# Who is your favorite



## Dolphinpier (Aug 15, 2006)

Professional fisherman/woman. Just curious because I have met several in my life (60+ years). Some were buttheads and some were really great people. My favorites are Hank Parker, Denny Brauer, Shaw Grigsby, and #1 is Forrest L. Wood. These individuals will spend time with you and answer your questions and give you tips without considering who you are.

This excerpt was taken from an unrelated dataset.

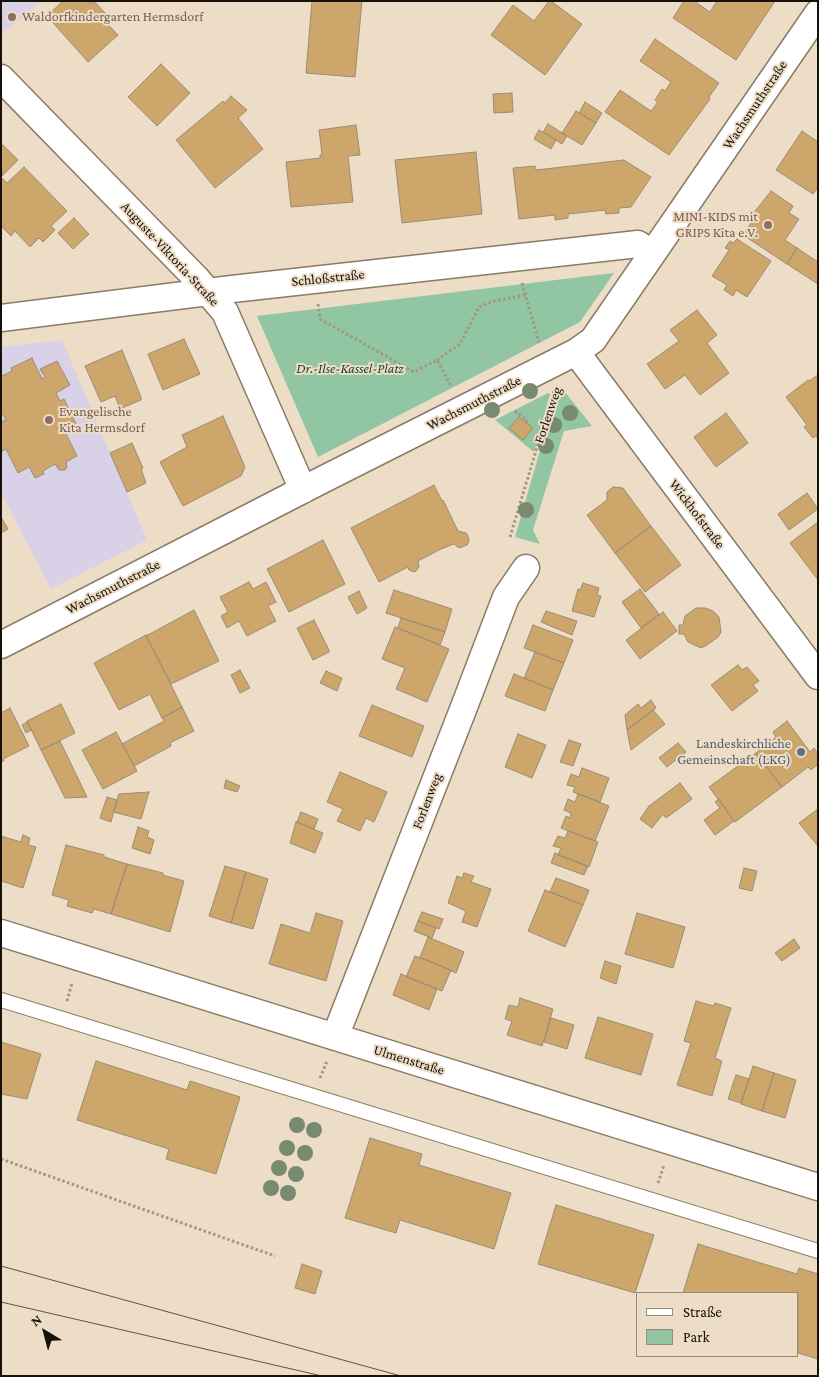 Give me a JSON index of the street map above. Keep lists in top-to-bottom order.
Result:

Let's hear who your favorites are.

Jimmy


----------



## mantriumph (Sep 12, 2006)

Bill Dance


----------



## fishingsince18mo (Apr 9, 2007)

*jimmy houston*

the best is jimmy houson i think


----------



## Surf Fish (Dec 16, 2005)

RailRoader and BartyB


----------



## TreednNC (Jul 1, 2005)

Ive met Hank Parker more times than I care to remember. His home town and local 'hangout' was a sportinggoods store I worked in in HS. Ive also had the chance to meet Roland Martin, and actually had him asking us (my dad and I) pointers on how to keep shad alive. We were at Santee Cooper and he was filming a striper fishing show and he was coming off the water one day and we started talking to him. Real nice guy one on one away from a crowd.


----------



## Al Kai (Jan 8, 2007)

Harry Kujima (Lets Go Fishing, Hawaii)


----------



## Railroader (Apr 13, 2005)

Interesting thread...

I met Doug Hannon a many years ago, when I was about 12, and wanting to learn to throw a baitcaster. Not only did he give me some tips, he also gave me a REEL...a Shakespeare Sigma, with "Whisper Disc" cast control, and 2 Graphite bearings... 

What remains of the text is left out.